**Exercise instructions:** Every line containing "this" should be copied out. Go through the entries and find them.

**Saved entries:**

[Start of Attachment]

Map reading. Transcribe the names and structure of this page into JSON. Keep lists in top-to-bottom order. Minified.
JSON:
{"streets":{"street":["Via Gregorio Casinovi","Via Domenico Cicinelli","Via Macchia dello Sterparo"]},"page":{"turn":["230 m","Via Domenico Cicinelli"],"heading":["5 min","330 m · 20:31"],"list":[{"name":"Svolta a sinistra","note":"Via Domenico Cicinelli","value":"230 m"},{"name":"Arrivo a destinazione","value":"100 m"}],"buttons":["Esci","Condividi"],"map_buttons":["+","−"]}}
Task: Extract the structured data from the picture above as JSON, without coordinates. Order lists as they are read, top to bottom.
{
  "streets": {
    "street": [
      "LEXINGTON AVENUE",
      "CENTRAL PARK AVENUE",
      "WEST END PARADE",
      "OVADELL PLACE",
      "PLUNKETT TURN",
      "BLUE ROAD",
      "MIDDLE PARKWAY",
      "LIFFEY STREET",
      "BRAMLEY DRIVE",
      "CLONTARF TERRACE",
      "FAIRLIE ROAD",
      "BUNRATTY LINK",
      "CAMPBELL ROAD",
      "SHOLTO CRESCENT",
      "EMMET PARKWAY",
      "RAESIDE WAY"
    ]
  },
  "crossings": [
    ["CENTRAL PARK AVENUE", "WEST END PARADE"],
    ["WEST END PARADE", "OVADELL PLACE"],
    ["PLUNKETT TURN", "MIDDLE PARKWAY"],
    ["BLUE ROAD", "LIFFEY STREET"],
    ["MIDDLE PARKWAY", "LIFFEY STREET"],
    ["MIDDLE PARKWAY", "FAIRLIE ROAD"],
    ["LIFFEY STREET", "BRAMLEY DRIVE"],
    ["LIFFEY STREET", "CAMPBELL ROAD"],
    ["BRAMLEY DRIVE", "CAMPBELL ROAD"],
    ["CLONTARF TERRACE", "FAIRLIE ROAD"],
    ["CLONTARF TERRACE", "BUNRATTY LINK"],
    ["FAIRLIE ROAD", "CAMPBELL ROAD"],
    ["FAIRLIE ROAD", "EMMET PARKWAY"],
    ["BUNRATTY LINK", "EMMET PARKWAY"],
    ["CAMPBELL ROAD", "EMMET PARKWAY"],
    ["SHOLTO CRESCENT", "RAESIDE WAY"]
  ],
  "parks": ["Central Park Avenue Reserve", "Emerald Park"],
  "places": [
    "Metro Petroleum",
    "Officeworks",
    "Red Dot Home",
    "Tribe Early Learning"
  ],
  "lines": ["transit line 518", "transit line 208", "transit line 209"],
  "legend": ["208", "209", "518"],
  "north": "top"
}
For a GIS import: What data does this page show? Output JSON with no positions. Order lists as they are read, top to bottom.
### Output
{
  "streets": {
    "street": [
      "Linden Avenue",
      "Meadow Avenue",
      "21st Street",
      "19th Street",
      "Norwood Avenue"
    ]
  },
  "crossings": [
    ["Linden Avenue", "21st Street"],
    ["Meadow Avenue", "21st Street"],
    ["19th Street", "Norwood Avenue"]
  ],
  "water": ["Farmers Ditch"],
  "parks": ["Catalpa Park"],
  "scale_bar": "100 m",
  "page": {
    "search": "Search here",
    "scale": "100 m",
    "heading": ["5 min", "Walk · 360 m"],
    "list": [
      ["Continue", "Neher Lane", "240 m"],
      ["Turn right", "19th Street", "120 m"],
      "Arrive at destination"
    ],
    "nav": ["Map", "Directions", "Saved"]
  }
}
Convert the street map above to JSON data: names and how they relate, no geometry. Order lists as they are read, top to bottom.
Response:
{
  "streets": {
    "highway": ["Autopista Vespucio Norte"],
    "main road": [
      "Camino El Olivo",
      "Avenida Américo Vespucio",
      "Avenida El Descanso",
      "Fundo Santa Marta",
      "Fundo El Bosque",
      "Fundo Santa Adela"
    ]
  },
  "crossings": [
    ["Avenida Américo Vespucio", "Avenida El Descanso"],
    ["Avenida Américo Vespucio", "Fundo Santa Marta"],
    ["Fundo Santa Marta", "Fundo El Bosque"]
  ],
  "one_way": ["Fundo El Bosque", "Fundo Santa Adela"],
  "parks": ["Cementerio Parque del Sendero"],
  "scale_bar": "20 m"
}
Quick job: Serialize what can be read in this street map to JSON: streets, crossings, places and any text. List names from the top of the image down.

[End of Attachment]

**Reply:**
Map reading. Transcribe the names and structure of this page into JSON. Keep lists in top-to-bottom order. Minified.
For a GIS import: What data does this page show? Output JSON with no positions. Order lists as they are read, top to bottom.
Quick job: Serialize what can be read in this street map to JSON: streets, crossings, places and any text. List names from the top of the image down.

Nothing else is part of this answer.